Tell me how a parent is supposed to parent their kid when they can do that? Locking down WhatsApp is no solution because then they can't talk to anyone. (Other countries do not use SMS as much as the US does, it's mostly WhatsApp.)

Say you are sure your kid is being bullied or abused and you want to check their phone. You can't. From the password to encrypted apps kids can hide their communications in ways that are impossible for a parent to check.

Apps do not have "child modes" that disable all the secret stuff, although that would be nice.

> If you give your kid WhatsApp access because that's how 95% of their peers text each other, then your kid has access to a hidden chat that can only be revealed by typing a secret code in the search bar.

So the solution to parents deciding to give their kids access to stuff is to make me flash my ID every time I go online on one of my devices that I use in my childless household? And you're confident that there won't be plenty of parents who just put their ID information in for their kids anyhow?

  • That's an argument you made, I was simply responding to this idea that parents don't want to parent. It's not true, they do, they just can't.

    A solution is needed, and I think age verification is a good start - divide apps into kid apps, and adult apps. Kid apps will be made such that parents have full access to them, and they are blocked from social networks, only individual messages, and pre-planned groups.

    Other solutions might also work - I'm not stuck on any particular one. But they all start by making it impossible for kids to access the adult internet (and I don't mean porn, I mean unrestricted communication).

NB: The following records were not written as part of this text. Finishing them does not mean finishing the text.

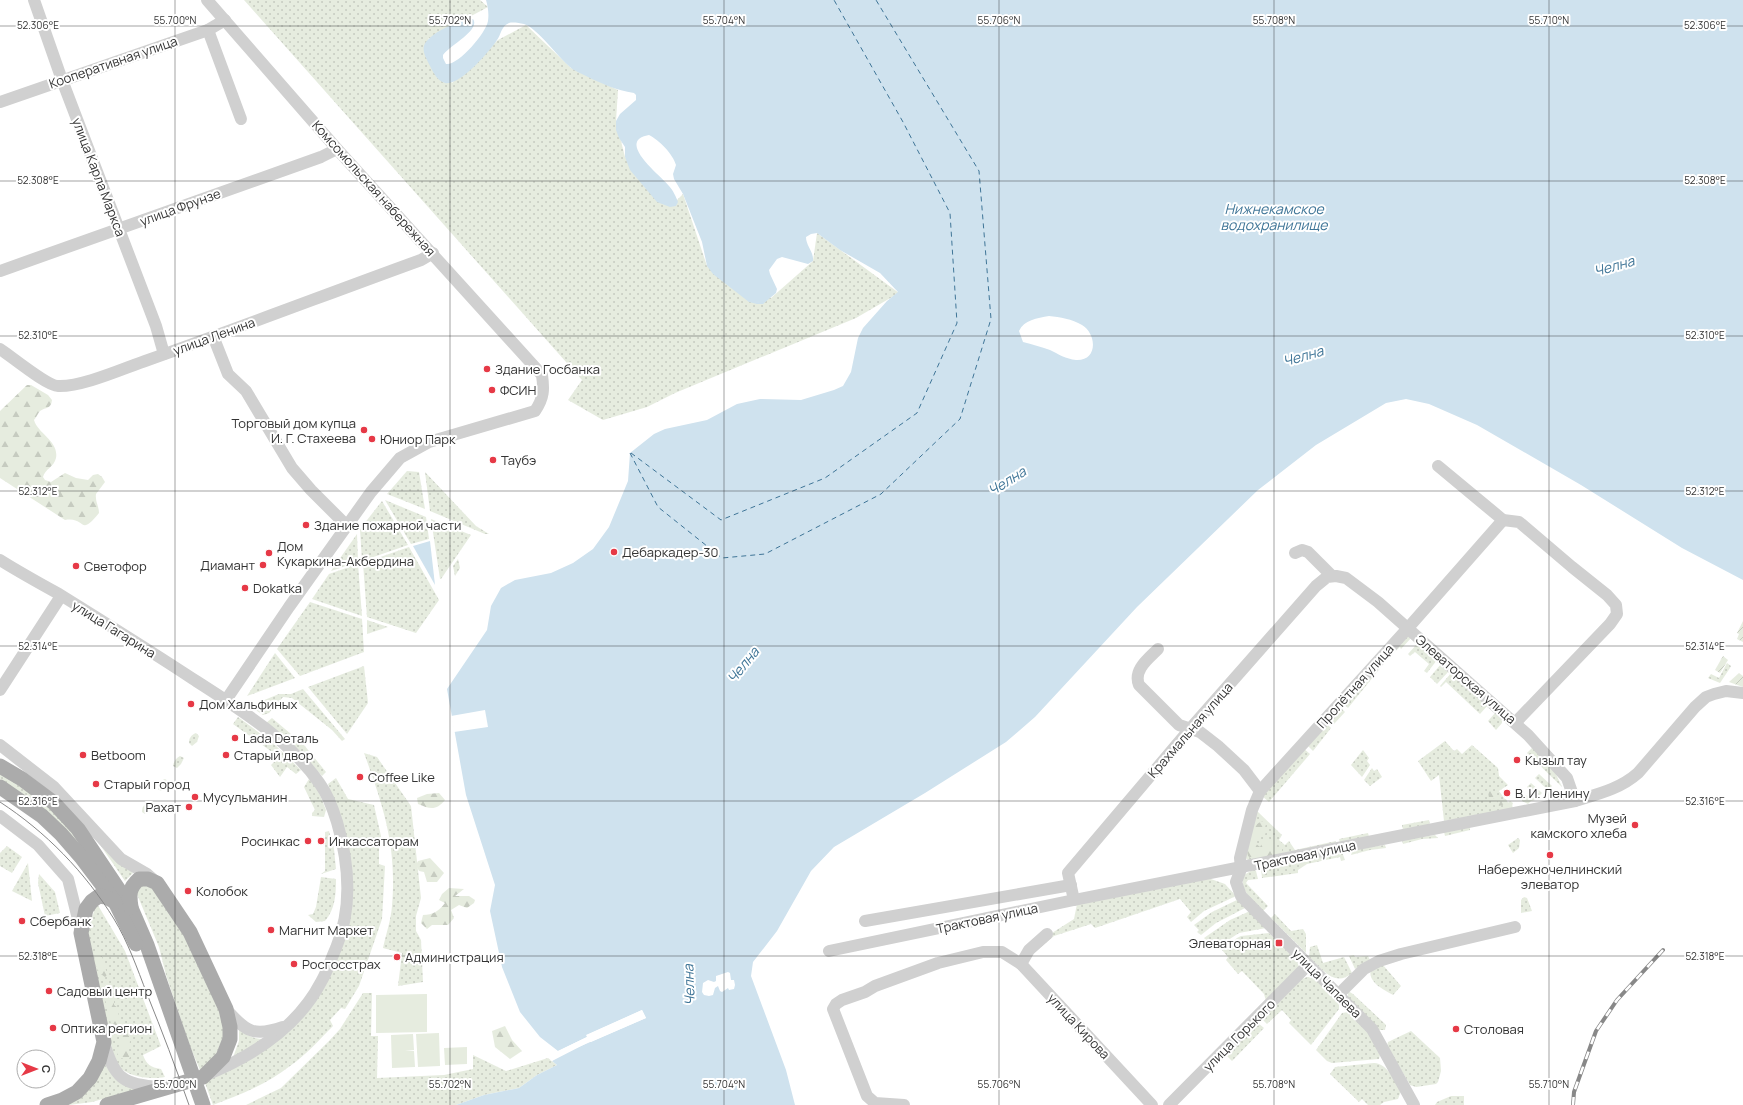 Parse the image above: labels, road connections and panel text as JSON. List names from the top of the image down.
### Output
{
  "streets": {
    "street": [
      "Кооперативная улица",
      "улица Карла Маркса",
      "Комсомольская набережная",
      "улица Фрунзе",
      "улица Ленина",
      "улица Гагарина",
      "Элеваторская улица",
      "Пролётная улица",
      "Крахмальная улица",
      "Трактовая улица",
      "улица Чапаева",
      "улица Кирова",
      "улица Горького"
    ]
  },
  "crossings": [
    ["Кооперативная улица", "улица Карла Маркса"],
    ["Кооперативная улица", "Комсомольская набережная"],
    ["улица Карла Маркса", "улица Фрунзе"],
    ["улица Карла Маркса", "улица Ленина"],
    ["Комсомольская набережная", "улица Фрунзе"],
    ["Комсомольская набережная", "улица Ленина"],
    ["Элеваторская улица", "Пролётная улица"],
    ["Элеваторская улица", "Крахмальная улица"],
    ["Элеваторская улица", "Трактовая улица"],
    ["Пролётная улица", "Трактовая улица"],
    ["Пролётная улица", "улица Чапаева"],
    ["Крахмальная улица", "Трактовая улица"],
    ["Трактовая улица", "улица Чапаева"],
    ["улица Чапаева", "улица Горького"]
  ],
  "water": ["Нижнекамское водохранилище", "Челна"],
  "places": {
    "other": [
      "Здание Госбанка",
      "ФСИН",
      "Торговый дом купца И. Г. Стахеева",
      "Юниор Парк",
      "Таубэ",
      "Здание пожарной части",
      "Дебаркадер-30",
      "Дом Кукаркина-Акбердина",
      "Диамант",
      "Светофор",
      "Dokatka",
      "Дом Хальфиных",
      "Lada Dеталь",
      "Betboom",
      "Старый двор",
      "Кызыл тау",
      "Coffee Like",
      "Старый город",
      "В. И. Ленину",
      "Мусульманин",
      "Рахат",
      "Музей камского хлеба",
      "Росинкас",
      "Инкассаторам",
      "Набережночелнинский элеватор",
      "Колобок",
      "Сбербанк",
      "Магнит Маркет",
      "Администрация",
      "Росгосстрах",
      "Садовый центр",
      "Оптика регион",
      "Столовая"
    ],
    "transit": ["Элеваторная"]
  },
  "north": "right",
  "coordinates": [
    "55.700°N",
    "55.702°N",
    "55.704°N",
    "55.706°N",
    "55.708°N",
    "55.710°N",
    "52.306°E",
    "52.308°E",
    "52.310°E",
    "52.312°E",
    "52.314°E",
    "52.316°E",
    "52.318°E"
  ]
}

    Do you have a solution? And again, don't say "just parent the kid", because we've established that as impossible with modern devices.

    • > I was simply responding to this idea that parents don't want to parent. It's not true, they do, they just can't.

      I never claimed otherwise.

      > A solution is needed, and I think age verification is a good start - divide apps into kid apps, and adult apps.

      That's where I disagree. The existence of a problem that a lot of people want to solve doesn't mean that literally anything is better than nothing. We have much larger societal problems with known solutions that don't get implemented because some people argue that they introduce other problems that have gone an awfully long time without implementing (e.g. healthcare costs and universal healthcare, mass shootings and gun control). I've yet to see a plausible explanation for why this is so urgent that it requires addressing immediately by an invasive solution, but there's a pretty plausible explanation for why this one is so much more palatable to the people passing laws: the surveillance is useful to them for other reasons.

      > Do you have a solution? And again, don't say "just parent the kid", because we've established that as impossible with modern devices.

      Again, by that logic, we should have had medicare for all and enforced strict gun control decades ago. It's hard to believe that this is a consistent argument if you're not as vigorously arguing in favor of stuff like that.

I don't have kids but I do wonder if maybe the downsides of WhatsApp etc outweigh the benefits?

Lack of practice with face to face communication, near inability to talk on the phone, less quality connection with people in general, craned necks, myopia, hidden bullying, privacy violations, dependency on a US company etc

And what do you mean by "can't talk to anyone"?

  • In places where WhatsApp is highly used you basically can't function without it, school events are posted there, friends organize activities on it, teachers communicate to both parents and kids on it.

    Giving a highschool kid a phone is basically mandatory or they will be cut off from activities, and/or rely on a friend to relay messages. In some places even middleschoolers need it.

    There are definitely downsides (not to mention WhatsApp is a really badly engineering program), but the network effect is too strong to fight.